“A court in a divorce action may award
attorney fees to enable a party to carry on or defend the action.” Woodington
v Shokoohi, 288 Mich App 352, 369 (2010), citing MCR 3.206(C)(1). Under MCR
3.206(C)(2)(a), “[a] party who requests attorney fees and expenses must allege
facts sufficient to show that . . . the party is unable to bear the expense of
the action, and that the other party is able to pay. . . .”
The Courts have
interpreted this rule to require an award of attorney fees in a divorce action
‘only as necessary to enable a party to prosecute or defend a suit.’ Myland
v Myland, 290 Mich App 691, 702 (2010), quoting Gates v Gates, 256
Mich App 420, 438 (2003). “With respect to a party’s ability to prosecute or
defend a divorce action, a party ‘may not be required to invade her assets to
satisfy attorney fees when she is relying on the same assets for her support.’
” Id., quoting Maake v Maake, 200 Mich App 184, 189 (1993).
“Further, a party sufficiently demonstrates an inability to pay attorney fees
when that party’s yearly income is less than the amount owed in attorney fees.”
Id. “The party requesting the attorney fees has the burden of showing
facts sufficient to justify the award.” Woodington 288 Mich App at 370.

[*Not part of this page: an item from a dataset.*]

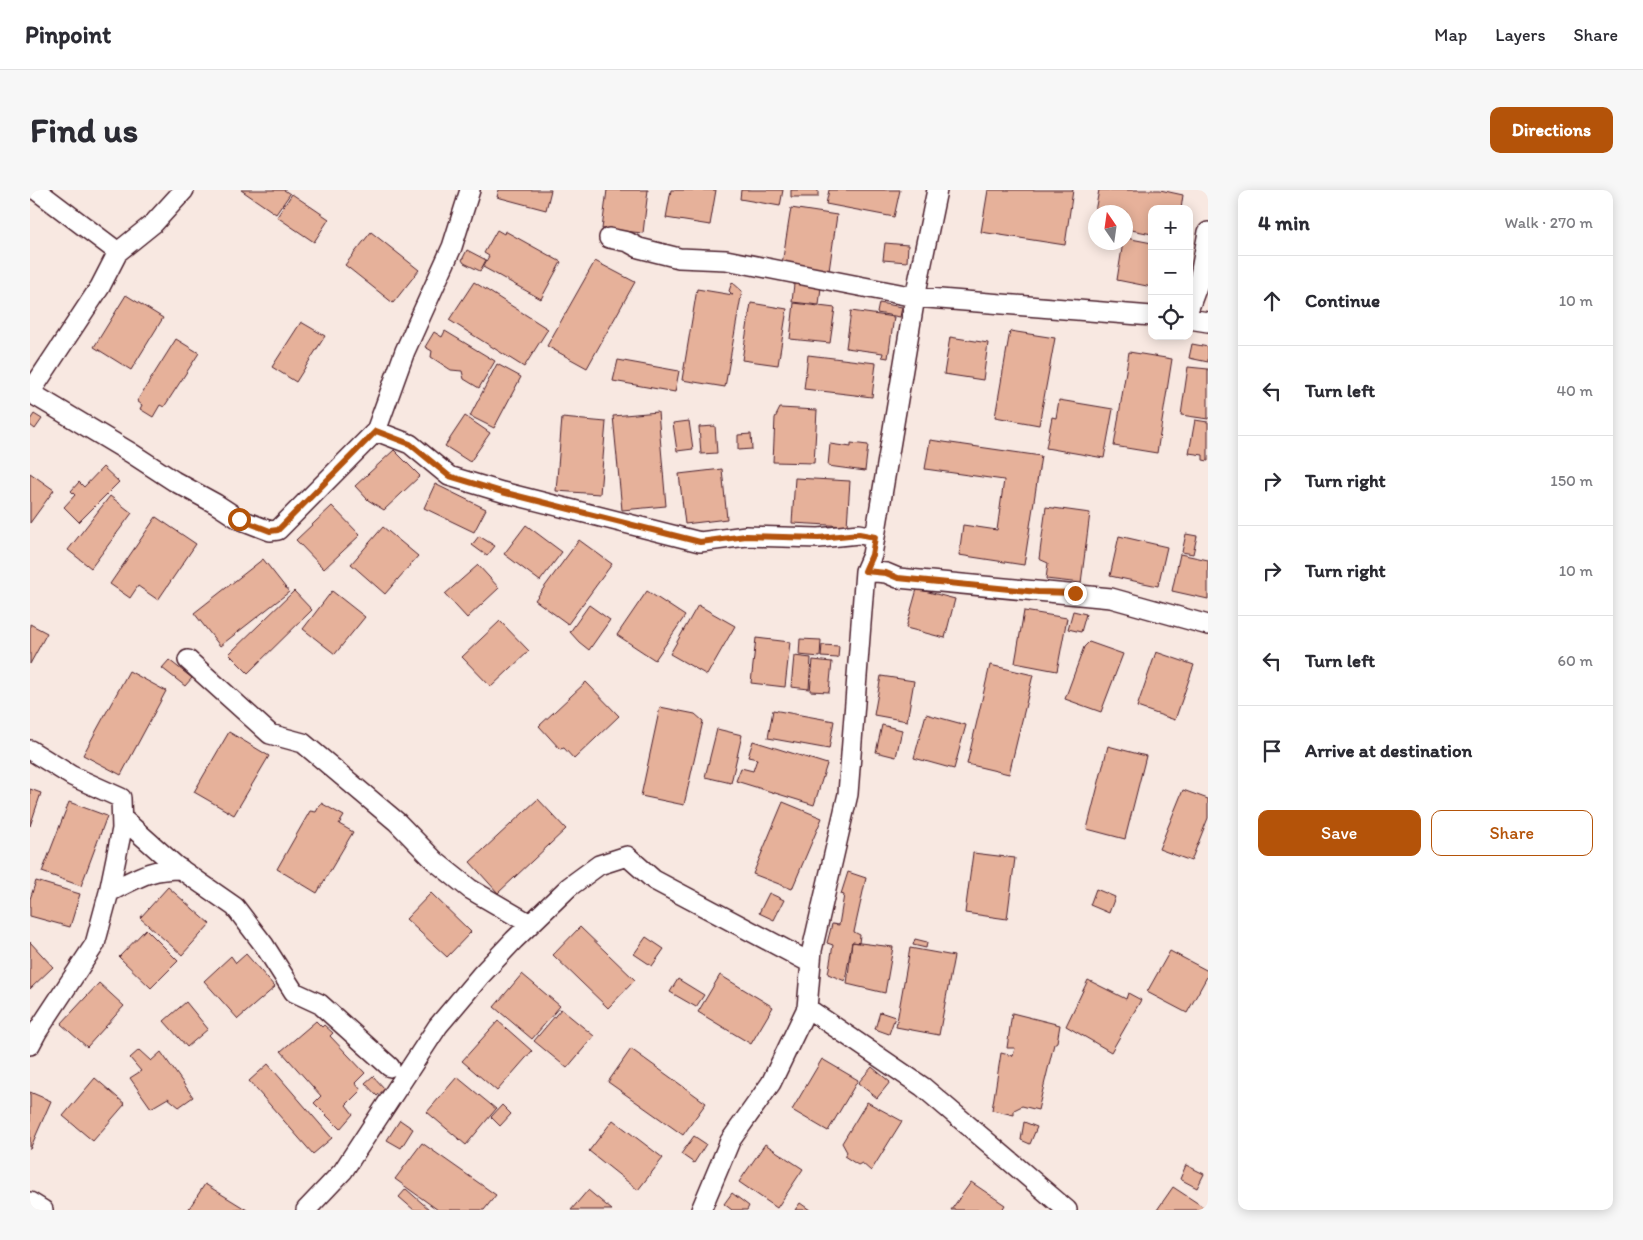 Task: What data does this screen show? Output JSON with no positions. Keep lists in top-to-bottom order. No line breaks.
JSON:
{"north":"top","page":{"header":"Pinpoint","nav":["Map","Layers","Share"],"buttons":["Directions",["Save","Share"]],"title":"Find us","heading":["4 min","Walk · 270 m"],"map_buttons":["+","−"],"list":[["Continue","10 m"],["Turn left","40 m"],["Turn right","150 m"],["Turn right","10 m"],["Turn left","60 m"],"Arrive at destination"]}} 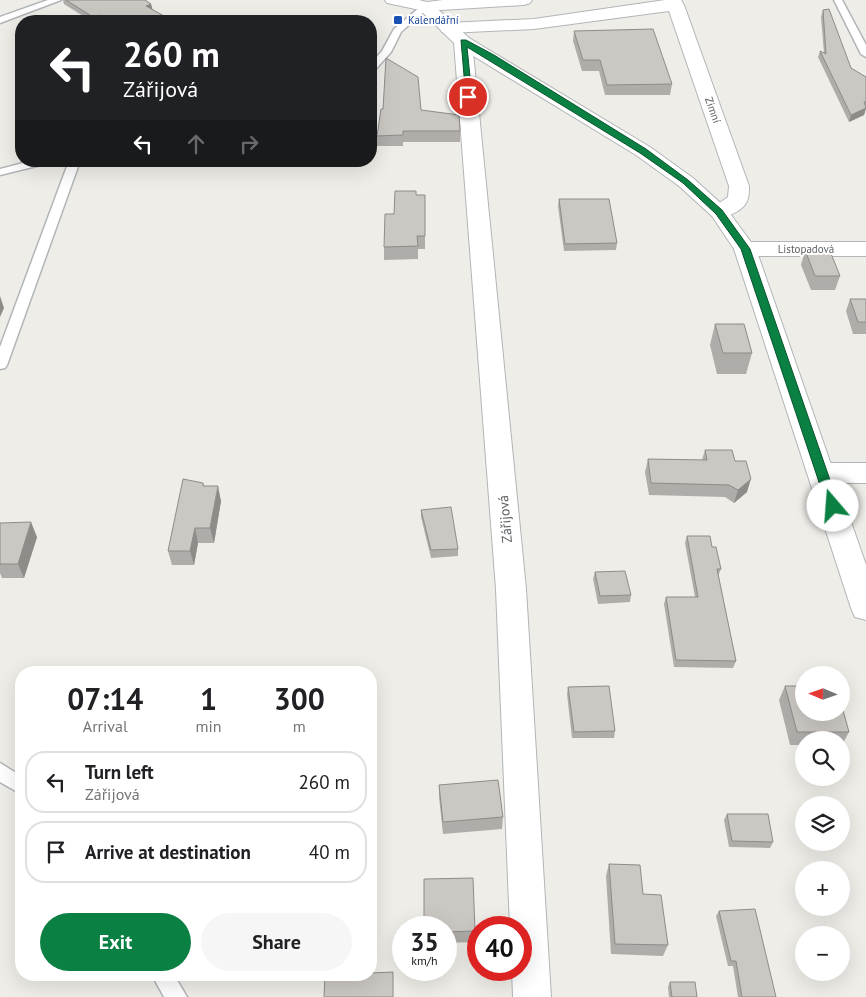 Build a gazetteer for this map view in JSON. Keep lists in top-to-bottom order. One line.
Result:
{"streets":{"street":["Zimní","Listopadová","Zářijová"]},"places":{"transit":["Kalendářní"]},"north":"left","page":{"turn":["260 m","Zářijová"],"map_buttons":["+","−"],"eta":["07:14","Arrival","1","min","300","m"],"list":[{"name":"Turn left","note":"Zářijová","value":"260 m"},{"name":"Arrive at destination","value":"40 m"}],"buttons":["Exit","Share"],"speed":"35 km/h","limit":"40"}}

The trial court abuses its discretion where the party requesting
attorney fees would have to “invade the same spousal support assets she is
relying on to live in order to pay her attorney fees,”-----the party’s ability to
pay must be considered apart from that party’s support award and share in the
marital estate. Loutts v Loutts, 298 Mich App 21, 25 (2012).
The
trial court must make specific findings of fact regarding a defendant’s ability to
pay attorney fees. “Without adequate findings of fact, there is no basis for
determining whether the trial court’s award represented an abuse of
discretion.” Woodington, 288 Mich App at 371. And the matter will be remanded back to the trial for those specific findings.